4. Portals that try to widgetize the foothills will do less well than those who truly embrace distributed content, but better than those who ignore the trends.
5. Every pair of eyeballs in the foothills will have many competing advertisers looking to connect with them. Publishers will benefit from this.
6. Because of this competition the dollar value of the traffic that is in the foothills will be (already is) vastly more than a generic ad platform like Google Adsense or Yahoo’s Panama can realize. Techcrunch ($180,000 last month according to the SF Chronicle) is an example of how much more money a publisher who sells advertising and listings to target advertisers can make than when in the hands of an advertiser focused middleman like Google.
7. Publisher driven revenue models will increasingly replace middlemen. There will be no successful advertiser driven models in the foothills, only publisher centric models. Successful platform vendors will put the publisher at the center of the world in a sellers market for eyeballs. There will be more publishers able to make $180,000 a month.

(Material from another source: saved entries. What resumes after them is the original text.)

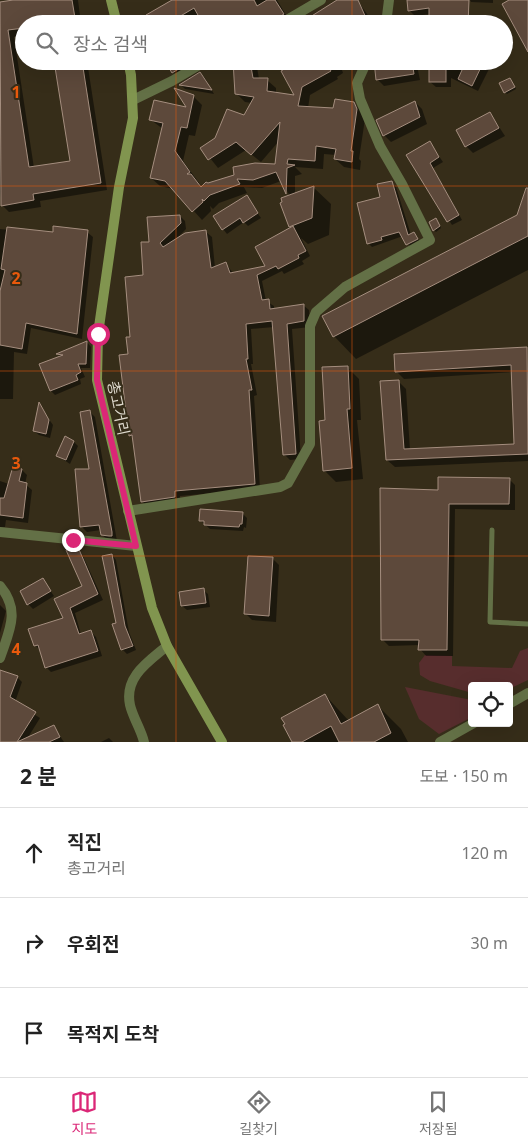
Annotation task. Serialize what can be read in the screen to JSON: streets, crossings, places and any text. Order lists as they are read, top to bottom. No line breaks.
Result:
{"streets":{"street":["총고거리"]},"page":{"search":"장소 검색","heading":["2 분","도보 · 150 m"],"list":[["직진","총고거리","120 m"],["우회전","30 m"],"목적지 도착"],"nav":["지도","길찾기","저장됨"]},"grid":{"rows":["1","2","3","4"]}}
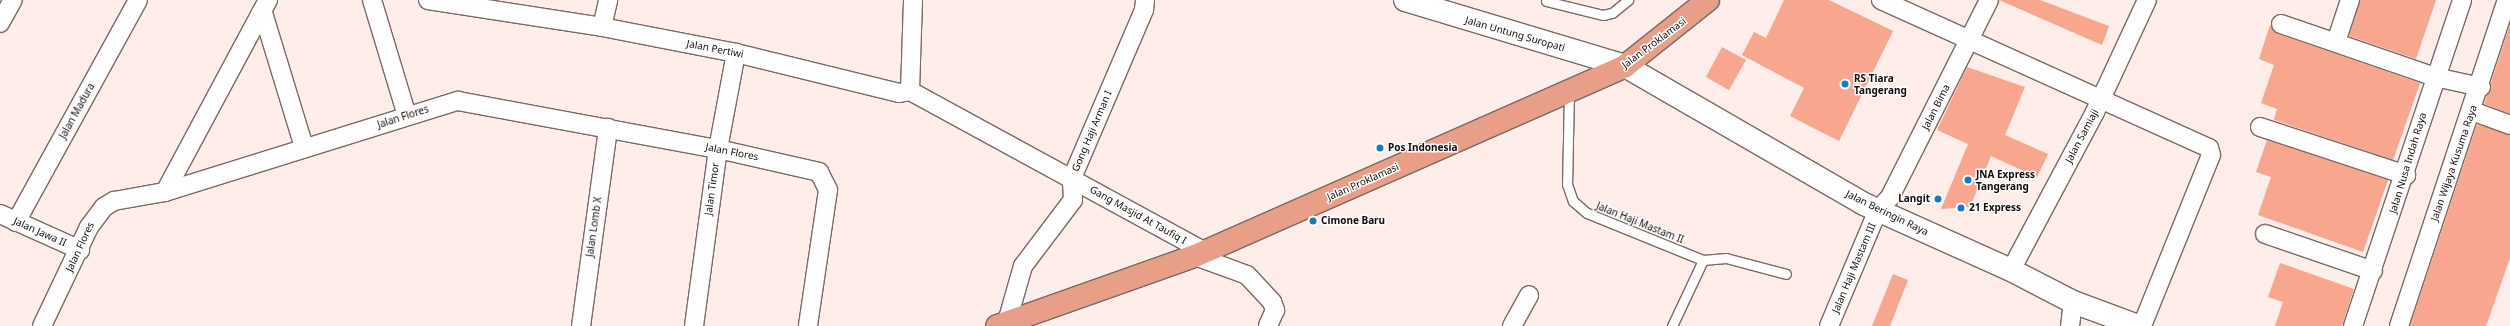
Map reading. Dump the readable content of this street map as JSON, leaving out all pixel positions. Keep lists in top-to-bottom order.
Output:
{
  "streets": {
    "main road": ["Jalan Proklamasi"],
    "street": [
      "Jalan Untung Suropati",
      "Jalan Pertiwi",
      "Jalan Bima",
      "Jalan Madura",
      "Jalan Flores",
      "Gong Haji Arman I",
      "Jalan Samiaji",
      "Jalan Nusa Indah Raya",
      "Jalan Wijaya Kusuma Raya",
      "Jalan Timor",
      "Jalan Beringin Raya",
      "Gang Masjid At Taufiq I",
      "Jalan Lomb X",
      "Jalan Jawa II",
      "Jalan Haji Mastam III"
    ],
    "lane": ["Jalan Haji Mastam II"]
  },
  "crossings": [
    ["Jalan Untung Suropati", "Jalan Proklamasi"],
    ["Jalan Untung Suropati", "Jalan Beringin Raya"],
    ["Jalan Proklamasi", "Gong Haji Arman I"],
    ["Jalan Proklamasi", "Jalan Beringin Raya"],
    ["Jalan Proklamasi", "Gang Masjid At Taufiq I"],
    ["Jalan Proklamasi", "Jalan Haji Mastam II"],
    ["Jalan Pertiwi", "Jalan Timor"],
    ["Jalan Pertiwi", "Gang Masjid At Taufiq I"],
    ["Jalan Bima", "Jalan Beringin Raya"],
    ["Jalan Bima", "Jalan Haji Mastam III"],
    ["Jalan Madura", "Jalan Jawa II"],
    ["Jalan Flores", "Jalan Timor"],
    ["Jalan Flores", "Jalan Lomb X"],
    ["Jalan Flores", "Jalan Jawa II"],
    ["Gong Haji Arman I", "Gang Masjid At Taufiq I"],
    ["Jalan Samiaji", "Jalan Beringin Raya"],
    ["Jalan Beringin Raya", "Jalan Haji Mastam III"]
  ],
  "places": [
    "RS Tiara Tangerang",
    "Pos Indonesia",
    "JNA Express Tangerang",
    "Langit",
    "21 Express",
    "Cimone Baru"
  ]
}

8. Portals will need to evolve into platform companies in order to participate in a huge growth of Internet revenues. Service to publishers will be a huge part of this. Otherwise they will end up like Infospace, or maybe Infoseek. Relics of the past.
9. Search however will become more important as content becomes more distributed. Yet it will command less and less a proportion of the growing Internet traffic.
10. Smart companies will (a) help content find traffic by enabling its distribution. (b) help users find content that is widely dispersed by providing great search. (c) help the publishers in the rising foothills maximize the value of their publications.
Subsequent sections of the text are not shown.